The human remains the highest authority layer throughout.

The system attempts to preserve resolved precedent through prompt context and validator checks. That is a meaningful constraint, but it is not a formal guarantee.

Session Lifecycle

new:

• collects a domain and principles
• drafts an initial code
• enters the adversarial loop

Each loop round:

• runs both adversarial finders
• evaluates every case through the judge
• auto-applies only revisions that survive validation against resolved cases
• escalates unresolved or regression-inducing cases to the operator
• saves session artifacts after each completed case

resume:

• reloads a saved session and continues the loop

visualize:

• renders an HTML report for a saved session

Outputs

By default, each session writes:

• state.json
• current_code.md
• case_log.md
• report.html

See docs/operator-guide.md for current path behavior and the session_dir caveat.

Setup

Requirements

• Python 3.12+
• a live API key for the configured provider

Quickstart with uv

git clone https://github.com/McGluut/loophole_go
cd loophole_go
uv sync

Set your key:

$env:LOOPHOLE_API_KEY="sk-ant-..."

Run the app:

uv run loophole

If you prefer the module form:

uv run python -m loophole.main

Quickstart without uv

git clone https://github.com/McGluut/loophole_go
cd loophole_go
python -m pip install -e .
$env:LOOPHOLE_API_KEY="sk-ant-..."
python -m loophole.main

If the console script is on your PATH, this also works:

loophole

Install details

Using uv:

git clone https://github.com/McGluut/loophole_go
cd loophole_go
uv sync

Using plain Python tooling without uv:

git clone https://github.com/McGluut/loophole_go
cd loophole_go
python -m pip install -e .

Set your API key

Preferred generic variable:

Bash:

export LOOPHOLE_API_KEY="sk-ant-..."

PowerShell:

$env:LOOPHOLE_API_KEY="sk-ant-..."

Backward-compatible provider variable:

export ANTHROPIC_API_KEY="sk-ant-..."

Live runs in this repo still use the Anthropic SDK today. The generic LOOPHOLE_API_KEY name is provided so local setup does not have to depend on a provider-specific environment variable.

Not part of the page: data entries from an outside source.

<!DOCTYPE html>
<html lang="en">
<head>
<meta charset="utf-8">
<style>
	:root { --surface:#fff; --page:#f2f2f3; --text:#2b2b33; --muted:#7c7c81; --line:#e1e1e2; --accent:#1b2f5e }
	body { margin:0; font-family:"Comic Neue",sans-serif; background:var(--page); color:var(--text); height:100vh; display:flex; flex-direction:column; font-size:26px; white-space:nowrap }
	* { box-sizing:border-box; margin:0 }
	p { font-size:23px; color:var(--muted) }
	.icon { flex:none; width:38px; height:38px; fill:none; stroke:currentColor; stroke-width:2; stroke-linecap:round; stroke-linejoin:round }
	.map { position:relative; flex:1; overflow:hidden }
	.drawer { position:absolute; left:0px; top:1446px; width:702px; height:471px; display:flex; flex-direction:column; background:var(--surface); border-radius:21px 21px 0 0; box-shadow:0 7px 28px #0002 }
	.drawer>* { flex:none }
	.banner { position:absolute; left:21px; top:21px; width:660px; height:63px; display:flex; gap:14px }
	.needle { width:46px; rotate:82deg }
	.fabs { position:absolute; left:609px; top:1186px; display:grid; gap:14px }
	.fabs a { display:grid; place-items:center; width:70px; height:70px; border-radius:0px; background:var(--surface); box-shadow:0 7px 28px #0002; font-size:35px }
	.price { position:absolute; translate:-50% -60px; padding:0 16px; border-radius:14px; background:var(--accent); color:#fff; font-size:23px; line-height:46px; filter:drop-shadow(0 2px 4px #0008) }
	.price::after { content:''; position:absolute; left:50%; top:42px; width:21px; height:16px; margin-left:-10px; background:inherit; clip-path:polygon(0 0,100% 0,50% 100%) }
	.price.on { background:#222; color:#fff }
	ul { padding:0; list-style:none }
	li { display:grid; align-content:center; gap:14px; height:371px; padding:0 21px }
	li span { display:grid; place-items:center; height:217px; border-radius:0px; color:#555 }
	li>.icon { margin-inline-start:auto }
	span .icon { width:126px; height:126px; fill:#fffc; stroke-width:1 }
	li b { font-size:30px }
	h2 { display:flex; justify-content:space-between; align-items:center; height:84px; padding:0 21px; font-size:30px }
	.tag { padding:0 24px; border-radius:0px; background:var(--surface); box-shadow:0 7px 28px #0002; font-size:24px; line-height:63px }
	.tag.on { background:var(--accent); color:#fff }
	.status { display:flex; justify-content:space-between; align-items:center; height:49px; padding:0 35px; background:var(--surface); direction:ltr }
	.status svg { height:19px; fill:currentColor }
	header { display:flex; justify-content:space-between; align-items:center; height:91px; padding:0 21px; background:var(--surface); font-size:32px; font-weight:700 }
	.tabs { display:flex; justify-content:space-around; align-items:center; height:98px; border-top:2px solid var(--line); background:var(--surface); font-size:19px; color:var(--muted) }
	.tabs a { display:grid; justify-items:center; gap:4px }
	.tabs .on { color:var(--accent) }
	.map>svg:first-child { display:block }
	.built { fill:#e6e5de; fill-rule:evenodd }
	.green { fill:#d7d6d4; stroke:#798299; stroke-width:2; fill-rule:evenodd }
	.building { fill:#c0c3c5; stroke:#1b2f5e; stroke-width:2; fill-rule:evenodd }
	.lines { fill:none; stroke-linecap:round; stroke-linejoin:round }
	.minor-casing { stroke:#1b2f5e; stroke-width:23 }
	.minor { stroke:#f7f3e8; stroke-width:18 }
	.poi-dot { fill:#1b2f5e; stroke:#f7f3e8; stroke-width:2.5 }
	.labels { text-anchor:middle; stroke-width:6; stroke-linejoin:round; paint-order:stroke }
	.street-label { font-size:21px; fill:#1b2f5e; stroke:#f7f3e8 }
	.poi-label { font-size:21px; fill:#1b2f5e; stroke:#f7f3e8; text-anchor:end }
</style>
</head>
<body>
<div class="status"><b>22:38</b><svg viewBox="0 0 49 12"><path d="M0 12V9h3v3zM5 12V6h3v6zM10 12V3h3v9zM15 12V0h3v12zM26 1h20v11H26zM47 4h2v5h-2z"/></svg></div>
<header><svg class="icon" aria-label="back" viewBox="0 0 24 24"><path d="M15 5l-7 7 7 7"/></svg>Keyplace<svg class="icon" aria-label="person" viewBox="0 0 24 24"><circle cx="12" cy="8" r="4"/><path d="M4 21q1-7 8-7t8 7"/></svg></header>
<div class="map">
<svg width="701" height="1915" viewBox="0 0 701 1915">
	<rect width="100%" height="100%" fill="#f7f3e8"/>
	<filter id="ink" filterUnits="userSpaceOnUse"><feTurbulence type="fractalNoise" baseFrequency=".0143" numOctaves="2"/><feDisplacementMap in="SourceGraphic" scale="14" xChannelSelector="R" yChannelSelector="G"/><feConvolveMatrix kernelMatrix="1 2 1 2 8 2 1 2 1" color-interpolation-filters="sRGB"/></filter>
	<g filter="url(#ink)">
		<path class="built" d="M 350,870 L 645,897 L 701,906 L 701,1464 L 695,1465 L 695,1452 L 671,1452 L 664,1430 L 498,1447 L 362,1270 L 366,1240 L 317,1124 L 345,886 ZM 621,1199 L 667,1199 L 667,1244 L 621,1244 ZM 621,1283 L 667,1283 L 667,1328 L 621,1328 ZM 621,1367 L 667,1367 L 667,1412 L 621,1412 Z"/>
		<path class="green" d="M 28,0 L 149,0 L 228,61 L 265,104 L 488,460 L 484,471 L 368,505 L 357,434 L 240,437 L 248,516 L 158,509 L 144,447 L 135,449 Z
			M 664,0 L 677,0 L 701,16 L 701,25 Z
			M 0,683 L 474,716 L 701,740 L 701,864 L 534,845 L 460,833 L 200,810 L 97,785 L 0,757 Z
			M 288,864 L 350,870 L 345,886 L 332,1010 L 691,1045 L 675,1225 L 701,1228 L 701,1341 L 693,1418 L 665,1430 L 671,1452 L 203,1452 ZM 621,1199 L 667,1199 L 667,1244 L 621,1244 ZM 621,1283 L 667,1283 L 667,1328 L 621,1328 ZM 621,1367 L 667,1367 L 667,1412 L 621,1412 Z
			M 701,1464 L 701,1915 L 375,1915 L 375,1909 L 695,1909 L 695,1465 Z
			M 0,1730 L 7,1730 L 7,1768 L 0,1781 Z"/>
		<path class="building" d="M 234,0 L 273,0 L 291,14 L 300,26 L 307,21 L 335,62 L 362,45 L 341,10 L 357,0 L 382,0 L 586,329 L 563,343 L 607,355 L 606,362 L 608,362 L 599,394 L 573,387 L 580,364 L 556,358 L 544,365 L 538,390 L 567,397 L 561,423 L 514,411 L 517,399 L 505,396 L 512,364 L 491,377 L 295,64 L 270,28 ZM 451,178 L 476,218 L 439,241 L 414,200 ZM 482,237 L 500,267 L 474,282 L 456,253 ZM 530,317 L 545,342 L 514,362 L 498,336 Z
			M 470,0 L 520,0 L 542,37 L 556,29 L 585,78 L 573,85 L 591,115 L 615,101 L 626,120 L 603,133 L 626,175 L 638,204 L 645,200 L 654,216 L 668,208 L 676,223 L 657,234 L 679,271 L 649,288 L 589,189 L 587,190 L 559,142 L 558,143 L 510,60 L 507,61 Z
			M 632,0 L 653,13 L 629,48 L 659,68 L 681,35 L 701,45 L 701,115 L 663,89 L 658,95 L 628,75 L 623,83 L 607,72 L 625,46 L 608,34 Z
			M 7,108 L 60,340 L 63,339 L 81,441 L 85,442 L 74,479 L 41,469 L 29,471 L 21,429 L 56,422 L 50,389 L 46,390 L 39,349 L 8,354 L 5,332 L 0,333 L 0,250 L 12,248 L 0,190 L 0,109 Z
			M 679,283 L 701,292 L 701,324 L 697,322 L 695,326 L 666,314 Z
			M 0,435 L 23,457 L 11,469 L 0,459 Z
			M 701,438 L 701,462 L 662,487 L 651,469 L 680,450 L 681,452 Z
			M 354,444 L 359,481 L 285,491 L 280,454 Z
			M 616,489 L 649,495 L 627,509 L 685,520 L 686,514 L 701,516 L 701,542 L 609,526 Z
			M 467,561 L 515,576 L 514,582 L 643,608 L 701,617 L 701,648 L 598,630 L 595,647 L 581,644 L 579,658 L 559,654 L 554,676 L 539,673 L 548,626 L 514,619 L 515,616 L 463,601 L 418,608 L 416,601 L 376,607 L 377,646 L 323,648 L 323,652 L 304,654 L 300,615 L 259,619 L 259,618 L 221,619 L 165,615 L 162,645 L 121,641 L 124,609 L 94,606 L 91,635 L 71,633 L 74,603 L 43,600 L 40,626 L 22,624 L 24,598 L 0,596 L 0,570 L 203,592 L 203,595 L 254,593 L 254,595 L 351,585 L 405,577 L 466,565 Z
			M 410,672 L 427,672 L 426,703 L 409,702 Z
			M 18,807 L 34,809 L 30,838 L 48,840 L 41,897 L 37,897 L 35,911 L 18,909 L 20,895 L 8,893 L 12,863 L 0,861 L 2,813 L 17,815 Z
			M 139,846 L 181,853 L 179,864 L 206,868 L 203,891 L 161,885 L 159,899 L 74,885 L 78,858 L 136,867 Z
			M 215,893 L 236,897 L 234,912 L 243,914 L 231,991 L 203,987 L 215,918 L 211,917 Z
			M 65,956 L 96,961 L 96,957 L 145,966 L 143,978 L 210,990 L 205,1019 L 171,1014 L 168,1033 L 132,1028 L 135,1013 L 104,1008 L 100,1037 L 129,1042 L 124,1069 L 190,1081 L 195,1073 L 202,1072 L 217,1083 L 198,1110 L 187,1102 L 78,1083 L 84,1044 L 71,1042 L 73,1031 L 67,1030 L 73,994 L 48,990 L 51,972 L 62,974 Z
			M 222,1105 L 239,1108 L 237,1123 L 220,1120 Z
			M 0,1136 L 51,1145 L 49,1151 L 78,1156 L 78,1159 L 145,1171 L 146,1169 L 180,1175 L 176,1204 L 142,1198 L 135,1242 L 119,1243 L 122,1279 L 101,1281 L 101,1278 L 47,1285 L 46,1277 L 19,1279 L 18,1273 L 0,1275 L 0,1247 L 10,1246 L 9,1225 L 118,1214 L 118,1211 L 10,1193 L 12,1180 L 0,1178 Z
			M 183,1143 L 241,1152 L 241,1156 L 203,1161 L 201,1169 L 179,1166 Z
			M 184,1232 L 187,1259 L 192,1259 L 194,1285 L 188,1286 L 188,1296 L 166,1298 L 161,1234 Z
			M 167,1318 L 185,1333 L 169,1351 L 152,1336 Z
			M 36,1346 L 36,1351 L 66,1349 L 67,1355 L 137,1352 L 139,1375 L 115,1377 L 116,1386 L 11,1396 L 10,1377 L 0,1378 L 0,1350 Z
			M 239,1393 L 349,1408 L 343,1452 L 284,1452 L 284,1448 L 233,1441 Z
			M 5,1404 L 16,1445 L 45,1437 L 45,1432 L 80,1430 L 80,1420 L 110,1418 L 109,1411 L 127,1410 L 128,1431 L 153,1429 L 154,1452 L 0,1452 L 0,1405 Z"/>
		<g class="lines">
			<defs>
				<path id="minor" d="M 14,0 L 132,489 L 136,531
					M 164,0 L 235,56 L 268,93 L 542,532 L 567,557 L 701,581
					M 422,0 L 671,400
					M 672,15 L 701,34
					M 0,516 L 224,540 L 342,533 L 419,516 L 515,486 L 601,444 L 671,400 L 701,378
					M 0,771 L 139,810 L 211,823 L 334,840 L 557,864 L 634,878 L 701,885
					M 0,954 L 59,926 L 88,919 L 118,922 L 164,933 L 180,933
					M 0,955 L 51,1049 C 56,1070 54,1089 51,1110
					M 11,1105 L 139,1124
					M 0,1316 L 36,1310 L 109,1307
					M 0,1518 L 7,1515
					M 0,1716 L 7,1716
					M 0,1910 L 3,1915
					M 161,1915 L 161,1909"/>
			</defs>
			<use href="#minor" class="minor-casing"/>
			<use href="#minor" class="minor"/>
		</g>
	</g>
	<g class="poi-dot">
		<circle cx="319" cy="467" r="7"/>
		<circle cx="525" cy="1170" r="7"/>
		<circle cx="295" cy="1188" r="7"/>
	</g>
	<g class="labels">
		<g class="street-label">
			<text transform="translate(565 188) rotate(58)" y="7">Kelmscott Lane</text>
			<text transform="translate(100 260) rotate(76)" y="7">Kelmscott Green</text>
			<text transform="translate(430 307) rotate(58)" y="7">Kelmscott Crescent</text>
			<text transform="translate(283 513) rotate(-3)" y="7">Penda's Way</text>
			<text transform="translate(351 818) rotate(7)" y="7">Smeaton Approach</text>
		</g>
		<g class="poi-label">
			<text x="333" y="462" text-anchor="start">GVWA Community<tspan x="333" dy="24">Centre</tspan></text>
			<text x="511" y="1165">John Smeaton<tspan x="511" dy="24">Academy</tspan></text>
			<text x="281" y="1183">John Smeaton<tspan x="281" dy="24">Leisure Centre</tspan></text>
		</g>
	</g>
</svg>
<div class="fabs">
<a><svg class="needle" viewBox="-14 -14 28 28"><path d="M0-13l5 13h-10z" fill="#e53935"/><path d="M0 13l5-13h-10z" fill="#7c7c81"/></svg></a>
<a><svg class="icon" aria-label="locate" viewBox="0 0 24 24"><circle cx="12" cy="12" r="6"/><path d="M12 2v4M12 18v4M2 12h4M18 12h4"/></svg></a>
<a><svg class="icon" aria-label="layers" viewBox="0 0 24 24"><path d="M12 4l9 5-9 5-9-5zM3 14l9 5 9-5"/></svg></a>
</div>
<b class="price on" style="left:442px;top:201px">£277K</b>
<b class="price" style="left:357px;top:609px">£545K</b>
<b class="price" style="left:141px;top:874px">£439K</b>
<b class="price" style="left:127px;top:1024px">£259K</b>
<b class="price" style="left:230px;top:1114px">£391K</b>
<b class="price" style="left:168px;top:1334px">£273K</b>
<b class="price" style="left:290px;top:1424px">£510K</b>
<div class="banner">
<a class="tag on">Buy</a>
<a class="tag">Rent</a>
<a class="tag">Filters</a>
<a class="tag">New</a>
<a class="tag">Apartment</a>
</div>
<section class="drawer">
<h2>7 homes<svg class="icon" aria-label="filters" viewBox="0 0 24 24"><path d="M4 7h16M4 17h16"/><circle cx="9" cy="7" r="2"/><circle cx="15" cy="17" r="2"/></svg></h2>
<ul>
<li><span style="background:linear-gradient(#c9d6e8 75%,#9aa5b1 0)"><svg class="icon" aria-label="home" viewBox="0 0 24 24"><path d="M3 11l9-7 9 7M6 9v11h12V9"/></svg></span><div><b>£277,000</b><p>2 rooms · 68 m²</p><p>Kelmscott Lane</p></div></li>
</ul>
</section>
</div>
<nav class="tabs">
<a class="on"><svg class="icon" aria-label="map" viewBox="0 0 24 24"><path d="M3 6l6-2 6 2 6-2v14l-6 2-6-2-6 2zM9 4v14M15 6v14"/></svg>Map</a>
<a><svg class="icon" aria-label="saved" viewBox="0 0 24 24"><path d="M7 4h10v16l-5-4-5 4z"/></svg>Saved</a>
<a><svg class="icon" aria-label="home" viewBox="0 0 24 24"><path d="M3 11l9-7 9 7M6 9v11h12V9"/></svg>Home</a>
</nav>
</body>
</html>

If you cloned the repo and are running from source, do not assume plain python -m loophole.main will pick up the uv environment. After uv sync, prefer uv run loophole or uv run python -m loophole.main.

Usage

Start a new session

With uv:

uv run loophole new --domain privacy --principles examples/privacy_principles.txt

Without uv, module form:

python -m loophole.main new --domain privacy --principles examples/privacy_principles.txt

Without uv, installed console script:

loophole new --domain privacy --principles examples/privacy_principles.txt

Interactive menu with uv:

uv run loophole

Interactive menu without uv:

python -m loophole.main

Resume a session

With uv:

uv run loophole resume

Without uv:

python -m loophole.main resume

Generate a report

With uv:

uv run loophole visualize

Without uv:

python -m loophole.main visualize

Configuration

The default configuration lives in config.yaml:

model:
  default: "claude-sonnet-4-20250514"
  max_tokens: 4096

temperatures:
  legislator: 0.4
  loophole_finder: 0.9
  overreach_finder: 0.9
  judge: 0.3

loop:
  max_rounds: 10
  cases_per_agent: 3

session_dir: "sessions"

Current operational caveat:

• this repo is still best run from the repository root
• session_dir is used for session storage and report output, but some operator assumptions remain root-oriented

Development

Run the test suite:

python -m unittest discover -s tests -v

The current tests focus on:

• protocol contract failures
• session persistence
• report generation
• human-escalation rollback behavior

Documentation

• docs/ARCHITECTURE.md
• docs/TRUST_MODEL.md
• docs/LIMITATIONS.md
• docs/operator-guide.md
• docs/SESSION_REVIEW_TEMPLATE.md

Why This Repo Exists

Most rule systems look stronger than they are until someone attacks their wording. Loophole is useful when you want a structured way to pressure-test a draft norm system, keep the human in charge, and leave behind auditable artifacts rather than a single polished answer.

That is the ambition.

The current repo should be read as an experimental application that helps surface candidate gaps, not as a settled engine for moral or legal judgment.